Profits and Economic Development
Executive Summary — "Without development there is no profit, without profit no development," wrote economist and political scientist Joseph Schumpeter in his landmark book The Theory of Economic Development. An open question, however, has been whether excess profits—known as rents—are good for development. Economic theory thus far supports both sides of the argument, yielding conflicting advice for competition policy and anticorruption efforts. This paper examines the question by analyzing a comprehensive industry—level dataset of manufacturing sectors—and by applying methods of the competition-and-growth scholarship of economist Philippe Aghion and colleagues. This approach allows the analysis of industry-level profitability (as opposed to individual firms) and the overall growth of the economy. Evidence suggests that rents, as measured by a high-markup that is also an indication of low competition, seem to slow growth in productivity or output. The effect is strongest in poor countries. Higher rents are associated with a slower removal of tariffs, implying that firms rent-seek to prevent competition and maintain their high margins. This investment in rent-seeking may be in lieu of investment in innovation or new productive assets, which slows the overall growth of the sector. Furthermore, in industries in which high profits should be essential in generating growth, those sectors that would otherwise need external finance but in a country with weak financial markets, the negative impact of rents on growth is especially strong. Findings also show that countries with more rents in the manufacturing sector grow slower even when other controls are introduced. Key concepts include:
- What may be good for the players in one industry may not be good for the economy at large.

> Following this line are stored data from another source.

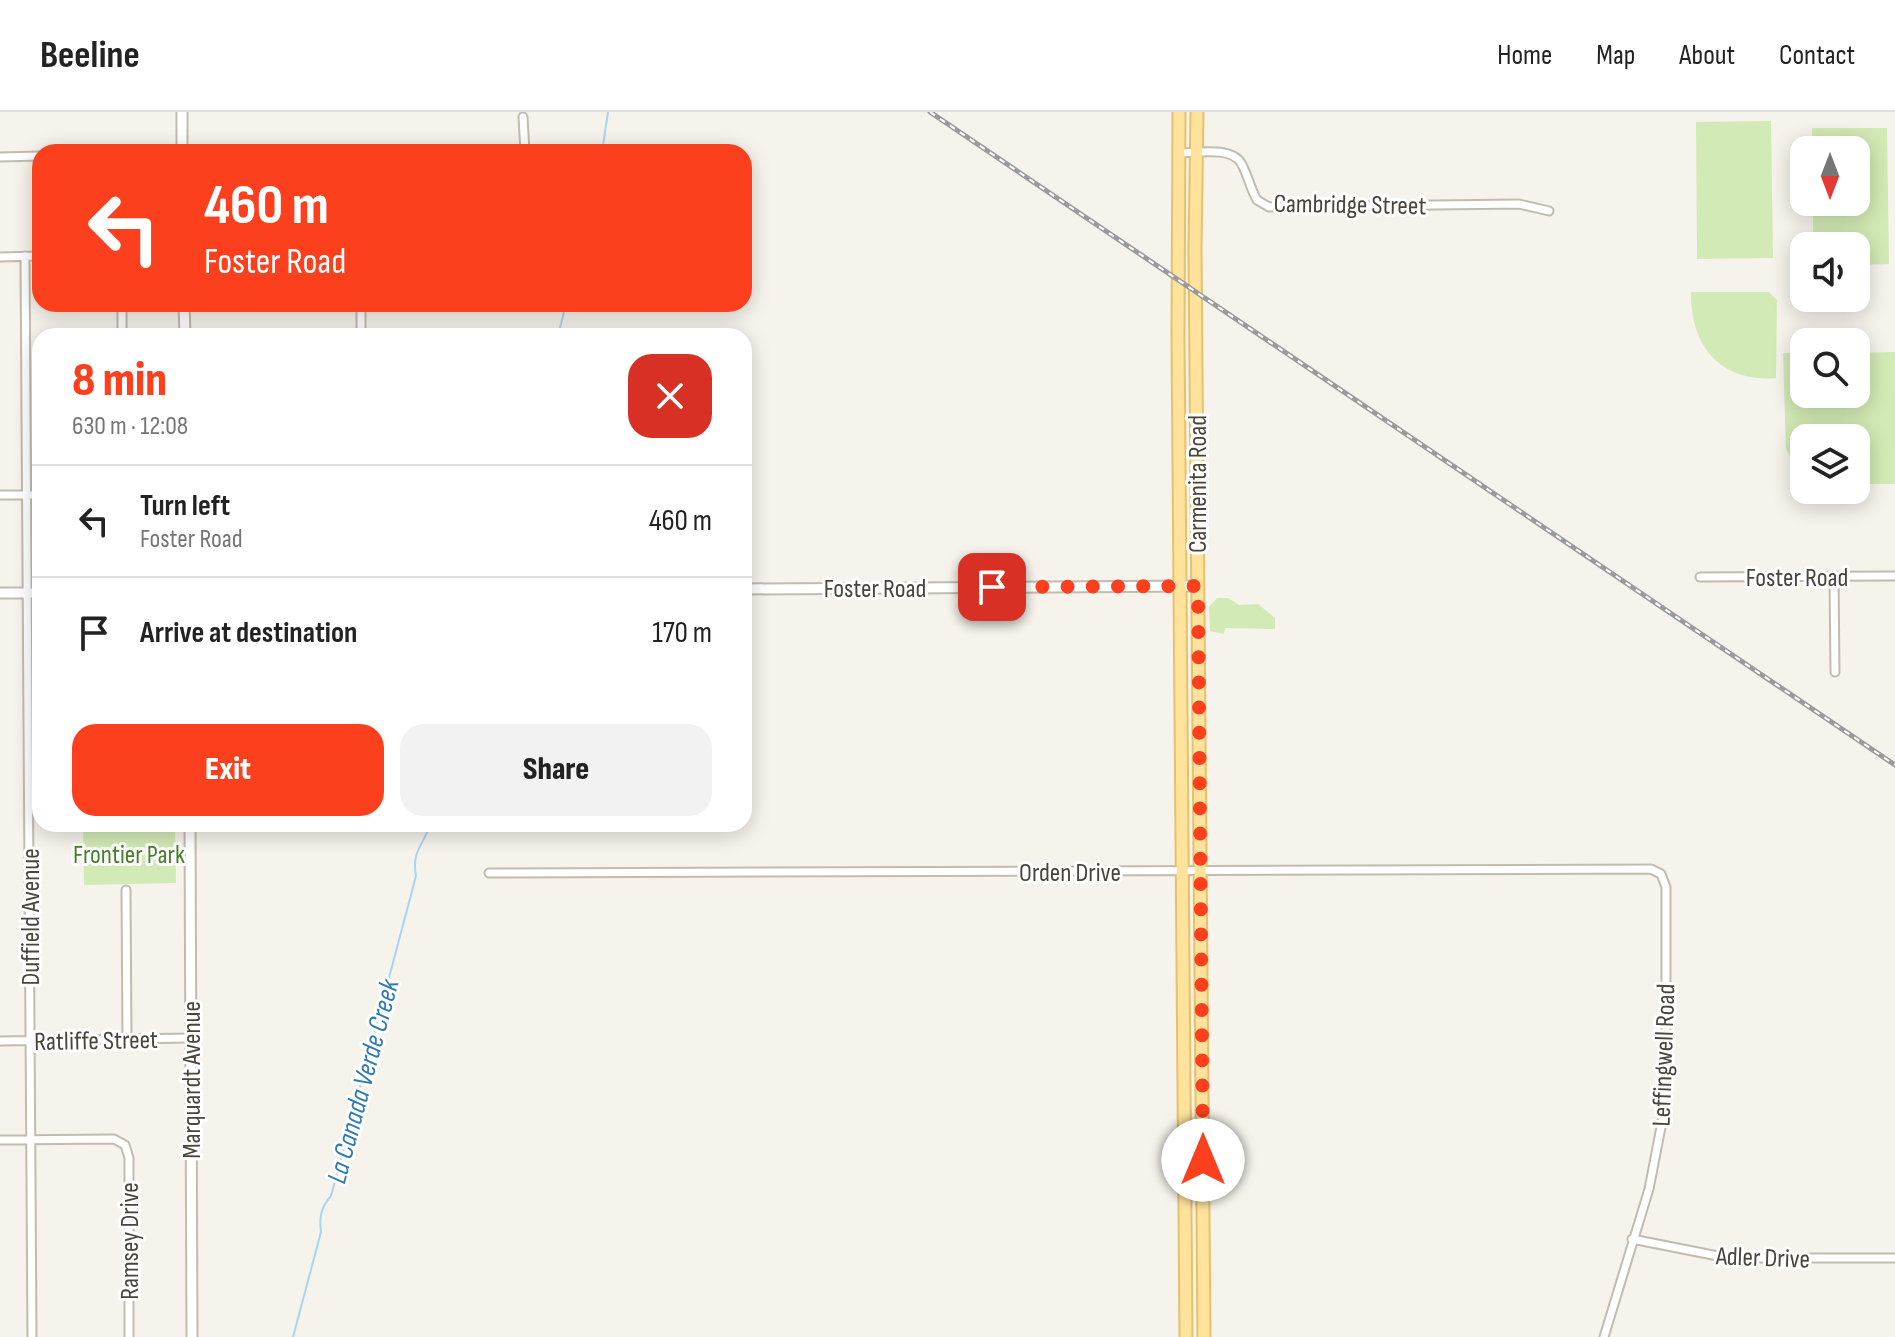 <!DOCTYPE html>
<html lang="en">
<head>
<meta charset="utf-8">
<style>
	:root { --surface:#fff; --page:#f2f2f2; --text:#222; --muted:#767676; --line:#e0e0e0; --accent:#fc3f1d }
	body { margin:0; font-family:"Sofia Sans Condensed",sans-serif; background:var(--page); color:var(--text); height:100vh; display:flex; flex-direction:column; font-size:30px; white-space:nowrap }
	* { box-sizing:border-box; margin:0 }
	p { font-size:26px; color:var(--muted) }
	.icon { flex:none; width:44px; height:44px; fill:none; stroke:currentColor; stroke-width:2; stroke-linecap:round; stroke-linejoin:round }
	.map { position:relative; flex:1; overflow:hidden }
	.sheet { position:absolute; left:32px; top:216px; width:720px; height:504px; display:flex; flex-direction:column; background:var(--surface); border-radius:24px; box-shadow:0 4px 20px #0003 }
	.sheet>* { flex:none }
	.hud { position:absolute; left:32px; top:32px; width:720px; height:168px; border-radius:24px; box-shadow:0 4px 20px #0003; background:#fc3f1d; color:#fff; overflow:hidden }
	.needle { width:52px; rotate:180deg }
	.controls { position:absolute; left:1790px; top:24px; display:grid; gap:16px }
	.controls a { display:grid; place-items:center; width:80px; height:80px; border-radius:16px; background:var(--surface); box-shadow:0 4px 20px #0003; font-size:40px }
	.pin { position:absolute; display:grid; place-items:center; width:68px; height:68px; color:#fff; margin:-34px; border-radius:16px; box-shadow:0 4px 12px #0006 }
	.me { position:absolute; width:88px; margin:-44px; rotate:0deg; stroke-linejoin:round; filter:drop-shadow(0 0 6px #0008) }
	.turn { display:flex; align-items:center; gap:28px; height:168px; padding:0 40px; font-size:36px }
	.turn .icon { width:104px; height:104px; stroke-width:2.5 }
	.turn b { display:block; font-size:56px; line-height:68px }
	.round { display:grid; place-items:center; flex:none; width:84px; height:84px; border-radius:24px; background:var(--page) }
	.headline { display:flex; align-items:center; justify-content:space-between; height:136px; padding:0 40px }
	h1 { font-size:48px; font-weight:800; line-height:60px; color:var(--accent) }
	.action { display:flex; gap:16px; margin-top:auto; padding:16px 40px }
	.action a { flex:1; height:92px; border-radius:24px; background:var(--accent); color:#fff; font-size:32px; font-weight:800; line-height:92px; text-align:center }
	.action a+a { background:var(--page); color:var(--text) }
	ul { padding:0; list-style:none }
	li { display:flex; align-items:center; gap:24px; height:112px; padding:0 40px; border-top:2px solid var(--line) }
	li div { flex:1 }
	li b { display:block; font-size:30px }
	li em { font-style:normal }
	header { display:flex; align-items:center; gap:48px; box-sizing:border-box; height:112px; padding:0 40px; background:var(--surface); border-bottom:2px solid var(--line) }
	header strong { font-size:38px }
	nav { display:flex; gap:44px; margin-inline-start:auto; font-size:28px }
	.map>svg:first-child { display:block }
	.green { fill:#d2eab5 }
	.lines { fill:none; stroke-linecap:round; stroke-linejoin:round }
	.stream { stroke:#a9d4f2; stroke-width:2 }
	.minor-casing { stroke:#c2bbae; stroke-width:11 }
	.tertiary-casing { stroke:#c2bbae; stroke-width:13 }
	.primary-casing { stroke:#e6c16a; stroke-width:15 }
	.minor { stroke:#fff; stroke-width:7 }
	.tertiary { stroke:#fff; stroke-width:9 }
	.primary { stroke:#ffe39c; stroke-width:11 }
	.rail-casing { stroke:#9a9a9a; stroke-width:5 }
	.rail { stroke:#fff; stroke-width:2; stroke-dasharray:6; stroke-linecap:butt }
	.route { stroke:#fc3f1d; stroke-width:14; stroke-dasharray:0 25.2 }
	.labels { text-anchor:middle; stroke-width:6; stroke-linejoin:round; paint-order:stroke }
	.street-label { font-size:26px; fill:#4b4439; stroke:#fff }
	.park-label { font-size:26px; fill:#4a7f2a; stroke:#fff }
	.water-label { font-size:28px; font-style:italic; fill:#2e7ab2; stroke:#fff }
</style>
</head>
<body>
<header>
<strong>Beeline</strong>
<nav><a>Home</a><a>Map</a><a>About</a><a>Contact</a></nav>
</header>
<div class="map">
<svg width="1895" height="1225" viewBox="0 0 1895 1225">
	<rect width="100%" height="100%" fill="#f6f3ec"/>
	<path class="green" d="M1771,9L1773,146L1697,147L1696,10Z
		M1812,16H1887L1889,152L1856,153V134H1813V90H1856V38H1812Z
		M1691,180H1769L1777,188L1776,266C1720,271 1690,233 1691,180Z
		M1895,240V372H1856V326H1804V361L1793,349L1786,337L1783,241H1804V282H1856V241Z
		M1217,486H1228L1239,493L1258,492L1275,506V517L1225,516L1224,522L1210,519L1209,495Z
		M83,712H175L176,771L84,773Z"/>
	<g class="lines">
		<path class="stream" d="M602,40L608,0
			M558,224L566,192
			M293,1225L321,1120C319,1106 321,1095 331,1084L416,764C411,738 425,732 430,712"/>
		<defs>
			<path id="minor" d="M523,5L525,40
				M1179,41C1196,41 1231,34 1241,51C1248,63 1250,76 1257,88L1269,95L1519,92L1549,99
				M0,45L40,44
				M25,144L32,1225
				M0,145L40,144
				M122,192V224
				M361,192V224
				M0,383H40
				M1834,464L1835,560
				M1700,465L1895,464
				M489,761L1651,757L1661,762L1666,775V978L1662,1010L1649,1077L1604,1225
				M126,778L127,928
				M0,929L191,926
				M0,1028L114,1027L125,1033L129,1046V1225
				M1632,1127L1728,1146H1895"/>
			<path id="tertiary" d="M182,0V40
				M184,192L185,224
				M744,477L1198,474
				M0,481H40
				M190,712L192,1225"/>
			<path id="primary" d="M1179,0L1178,225L1186,1225
				M1197,0L1195,137L1204,1225"/>
		</defs>
		<use href="#minor" class="minor-casing"/>
		<use href="#tertiary" class="tertiary-casing"/>
		<use href="#primary" class="primary-casing"/>
		<use href="#minor" class="minor"/>
		<use href="#tertiary" class="tertiary"/>
		<use href="#primary" class="primary"/>
		<defs>
			<path id="rail" d="M930,0L1895,653"/>
		</defs>
		<use href="#rail" class="rail-casing"/>
		<use href="#rail" class="rail"/>
	</g>
	<g class="lines">
		<path class="route" d="M992,475L1198,474L1203,1048"/>
	</g>
	<g class="labels">
		<g class="street-label">
			<text transform="translate(1350 92) rotate(1)" y="9">Cambridge Street</text>
			<text transform="translate(1197 372) rotate(-90)" y="9">Carmenita Road</text>
			<text x="1797" y="474">Foster Road</text>
			<text x="875" y="485">Foster Road</text>
			<text x="1070" y="769">Orden Drive</text>
			<text transform="translate(30 805) rotate(-90)" y="9">Duffield Avenue</text>
			<text transform="translate(96 928) rotate(-1)" y="9">Ratliffe Street</text>
			<text transform="translate(1663 943) rotate(-88)" y="9">Leffingwell Road</text>
			<text transform="translate(191 968) rotate(-90)" y="9">Marquardt Avenue</text>
			<text transform="translate(129 1129) rotate(-90)" y="9">Ramsey Drive</text>
			<text transform="translate(1763 1145) rotate(2)" y="9">Adler Drive</text>
		</g>
		<g class="park-label">
			<text x="129" y="751">Frontier Park</text>
		</g>
		<g class="water-label">
			<text transform="translate(362 969) rotate(-75)" y="10">La Canada Verde Creek</text>
		</g>
	</g>
</svg>
<div class="controls">
<a><svg class="needle" viewBox="-14 -14 28 28"><path d="M0-13l5 13h-10z" fill="#e53935"/><path d="M0 13l5-13h-10z" fill="#767676"/></svg></a>
<a><svg class="icon" aria-label="sound" viewBox="0 0 24 24"><path d="M4 9h4l5-4v14l-5-4H4zM17 9q2 3 0 6"/></svg></a>
<a><svg class="icon" aria-label="search" viewBox="0 0 24 24"><circle cx="10" cy="10" r="6"/><path d="M15 15l6 6"/></svg></a>
<a><svg class="icon" aria-label="layers" viewBox="0 0 24 24"><path d="M12 4l9 5-9 5-9-5zM3 14l9 5 9-5"/></svg></a>
</div>
<div class="pin" style="left:992px;top:475px;background:#d93025"><svg class="icon" aria-label="arrive" viewBox="0 0 24 24"><path d="M6 21V4h12l-3 4 3 4H6"/></svg></div>
<svg class="me" style="left:1203px;top:1048px" viewBox="-20 -20 40 40"><circle r="19" fill="#fff"/><path d="M0-13L10 11 0 6-10 11z" fill="#fc3f1d"/></svg>
<div class="hud">
<div class="turn"><svg class="icon" aria-label="left" viewBox="0 0 24 24"><path d="M17 20v-9H6M10 6l-5 5 5 5"/></svg><div><b>460 m</b>Foster Road</div></div>
</div>
<section class="sheet">
<div class="headline"><div><h1>8 min</h1><p>630 m · 12:08</p></div><a class="round" style="background:#d93025;color:#fff"><svg class="icon" aria-label="close" viewBox="0 0 24 24"><path d="M6 6l12 12M18 6L6 18"/></svg></a></div>
<ul>
<li><svg class="icon" aria-label="left" viewBox="0 0 24 24"><path d="M17 20v-9H6M10 6l-5 5 5 5"/></svg><div><b>Turn left</b><p>Foster Road</p></div><em>460 m</em></li>
<li><svg class="icon" aria-label="arrive" viewBox="0 0 24 24"><path d="M6 21V4h12l-3 4 3 4H6"/></svg><div><b>Arrive at destination</b></div><em>170 m</em></li>
</ul>
<div class="action"><a>Exit</a><a>Share</a></div>
</section>
</div>
</body>
</html>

- A country's average mark-up is a strong negative predictor of future economic growth.
- Poor countries grow faster than rich countries because of the benefits of catch-up, but those countries also tend to have higher rents, which slows growth.
- Developing countries have a tailwind from being poor in the catch-up sense, but a headwind from being poor through an inferior political economy of rent-seeking business.

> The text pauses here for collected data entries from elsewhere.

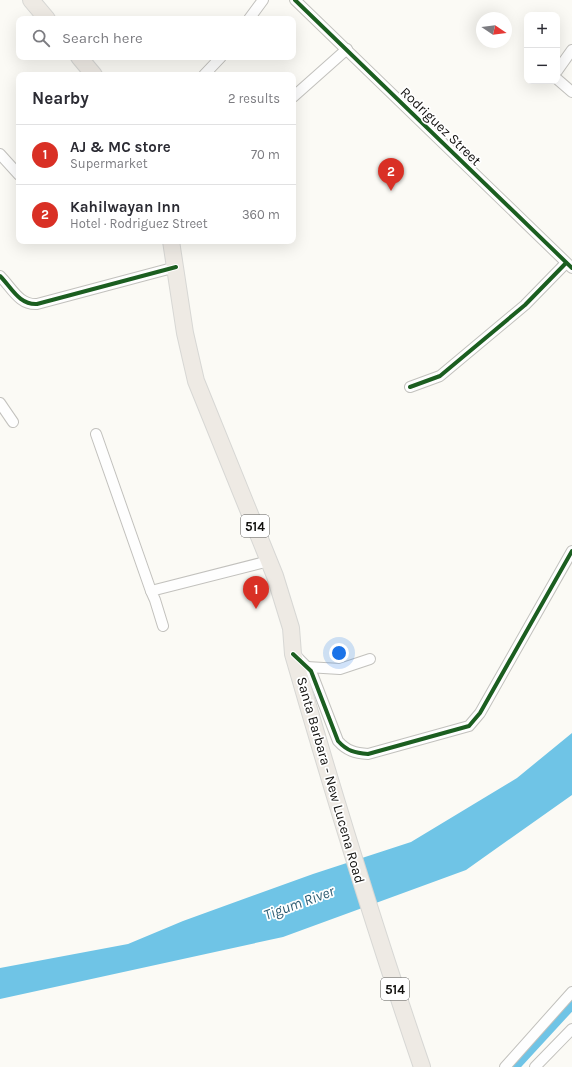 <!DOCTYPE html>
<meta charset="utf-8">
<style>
:root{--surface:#fff;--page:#f7f7f7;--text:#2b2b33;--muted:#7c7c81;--line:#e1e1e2;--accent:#d93025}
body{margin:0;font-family:Karla,sans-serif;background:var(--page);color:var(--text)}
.controls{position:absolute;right:12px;top:12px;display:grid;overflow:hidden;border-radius:8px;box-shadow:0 4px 16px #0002}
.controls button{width:36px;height:36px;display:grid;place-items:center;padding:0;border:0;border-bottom:1px solid var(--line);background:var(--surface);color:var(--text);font:20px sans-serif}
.compass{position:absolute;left:476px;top:12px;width:36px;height:36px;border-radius:50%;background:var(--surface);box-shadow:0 4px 16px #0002;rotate:103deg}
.you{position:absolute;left:339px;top:653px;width:14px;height:14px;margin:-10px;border:3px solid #fff;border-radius:50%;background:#1a73e8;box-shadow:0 0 0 6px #1a73e833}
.badge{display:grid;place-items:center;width:26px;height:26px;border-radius:50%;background:var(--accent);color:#fff;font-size:13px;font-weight:700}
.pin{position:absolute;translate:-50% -33px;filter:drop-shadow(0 1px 2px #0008)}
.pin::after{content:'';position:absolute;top:21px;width:14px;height:12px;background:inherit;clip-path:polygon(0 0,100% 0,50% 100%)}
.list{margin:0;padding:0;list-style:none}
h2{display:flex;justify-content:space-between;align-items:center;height:52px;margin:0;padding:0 16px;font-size:17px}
h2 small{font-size:13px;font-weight:400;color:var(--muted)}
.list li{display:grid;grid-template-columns:26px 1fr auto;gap:12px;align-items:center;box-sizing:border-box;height:60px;padding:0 16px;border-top:1px solid var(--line)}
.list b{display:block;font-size:15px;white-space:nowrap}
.list p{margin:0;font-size:13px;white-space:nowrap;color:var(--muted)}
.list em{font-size:13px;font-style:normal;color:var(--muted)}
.icon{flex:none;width:22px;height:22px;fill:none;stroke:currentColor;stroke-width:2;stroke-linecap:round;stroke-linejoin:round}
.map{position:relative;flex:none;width:572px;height:1067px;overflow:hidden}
.search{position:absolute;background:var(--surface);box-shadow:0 4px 16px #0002;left:16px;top:16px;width:280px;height:44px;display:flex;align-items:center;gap:10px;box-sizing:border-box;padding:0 14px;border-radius:8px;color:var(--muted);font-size:15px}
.panel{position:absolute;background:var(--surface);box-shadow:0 4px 16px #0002;left:16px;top:72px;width:280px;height:172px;border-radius:8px}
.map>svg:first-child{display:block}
.water{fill:#6fc4e6}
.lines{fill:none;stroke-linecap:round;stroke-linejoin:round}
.canal{stroke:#6fc4e6;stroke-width:9}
.minor-casing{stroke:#c2c1bd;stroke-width:12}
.primary-casing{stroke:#d7d7d4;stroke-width:18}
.minor{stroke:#fefefe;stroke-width:10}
.primary{stroke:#eeeae4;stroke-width:16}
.cycleway-casing{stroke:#fff;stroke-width:6}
.cycleway{stroke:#1b5e20;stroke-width:4}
.labels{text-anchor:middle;stroke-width:3.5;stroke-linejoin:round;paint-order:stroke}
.shield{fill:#fff;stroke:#595857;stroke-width:1}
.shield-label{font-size:13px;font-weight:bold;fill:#12110f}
.street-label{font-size:14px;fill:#12110f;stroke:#fff}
.water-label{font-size:15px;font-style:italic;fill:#2e5d73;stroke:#fff}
</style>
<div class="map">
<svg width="572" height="1067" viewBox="0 0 572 1067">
<rect width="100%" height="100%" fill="#fbfaf5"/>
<polygon class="water" points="572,733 572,795 466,870 283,937 0,999 0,968 128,944 183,921 313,874 411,842 517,778"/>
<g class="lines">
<polyline class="canal" points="515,1067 572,1005"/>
<defs>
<g id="minor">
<polyline points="295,0 572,268"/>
<polyline points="249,19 263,0"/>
<polyline points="557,71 572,50"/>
<polyline points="204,75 221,57"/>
<polyline points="557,79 572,92"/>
<polyline points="293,97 347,49"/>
<polyline points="0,154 19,175"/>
<path d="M0 276C12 288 19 305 37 304L176 267"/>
<polyline points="410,387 440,376 525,305 566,263"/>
<polyline points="0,403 13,422"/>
<polyline points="96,434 151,591"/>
<polyline points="163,626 155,600 151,591 269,561"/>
<path d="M295 655 311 671 338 741C347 751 355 753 368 754L469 726 480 713 572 551"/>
<polyline points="307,667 340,669 370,659"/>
<polyline points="505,1067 572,992"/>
<polyline points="535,1067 572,1029"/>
</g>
<g id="primary">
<polyline points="31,0 47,19"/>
<polyline points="79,57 94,75"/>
<path d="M171 241 185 333 196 381 275 576 291 628 293 654C333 793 375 930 422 1067"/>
</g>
</defs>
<use href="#minor" class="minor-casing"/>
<use href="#primary" class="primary-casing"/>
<use href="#minor" class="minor"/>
<use href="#primary" class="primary"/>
<defs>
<g id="cycleway">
<polyline points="295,0 572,268"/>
<path d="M0 276C12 288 19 305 37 304L176 267"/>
<polyline points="410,387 440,376 525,305 566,263"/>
<path d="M293 654 311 671 338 741C347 751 355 753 368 754L469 726 480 713 572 551"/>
</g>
</defs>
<use href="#cycleway" class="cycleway-casing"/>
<use href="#cycleway" class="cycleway"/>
</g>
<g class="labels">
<g class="shield">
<rect x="241" y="515" width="28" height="22" rx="3"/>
<rect x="381" y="978" width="28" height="22" rx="3"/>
</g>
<g class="shield-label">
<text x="255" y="531">514</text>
<text x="395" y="994">514</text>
</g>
<g class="street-label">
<text transform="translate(441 126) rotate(44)" y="5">Rodriguez Street</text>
<text transform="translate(331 780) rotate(74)" y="5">Santa Barbara - New Lucena Road</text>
</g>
<g class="water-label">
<text transform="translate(299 903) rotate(-20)" y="5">Tigum River</text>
</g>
</g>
</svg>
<div class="controls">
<button>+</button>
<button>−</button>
</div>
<svg class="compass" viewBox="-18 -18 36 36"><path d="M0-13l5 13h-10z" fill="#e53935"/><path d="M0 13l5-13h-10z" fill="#7c7c81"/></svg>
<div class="you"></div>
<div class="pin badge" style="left:256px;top:609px">1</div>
<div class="pin badge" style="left:391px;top:191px">2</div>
<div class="search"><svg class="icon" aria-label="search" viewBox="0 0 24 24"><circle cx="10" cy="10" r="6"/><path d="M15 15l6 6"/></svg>Search here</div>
<section class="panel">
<h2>Nearby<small>2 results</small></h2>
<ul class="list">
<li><span class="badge">1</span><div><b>AJ &amp; MC store</b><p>Supermarket</p></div><em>70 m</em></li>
<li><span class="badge">2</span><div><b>Kahilwayan Inn</b><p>Hotel · Rodriguez Street</p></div><em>360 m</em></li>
</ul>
</section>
</div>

Using industry-level manufacturing data, this paper demonstrates a negative effect of rents, measured by the mark-up ratio, on productivity growth. This result is robust to alternate specifications, including an instrumental variables approach. The negative effect is strongest in poor countries, suggesting that high profits stymie economic development rather than enable it. Consistent with the rent-seeking mechanism of the model, we find that high rents are associated with a slower reduction in tariffs. A country's average mark-up is a strong negative predictor of future economic growth, indicating that we may be measuring a phenomenon of the broader business environment.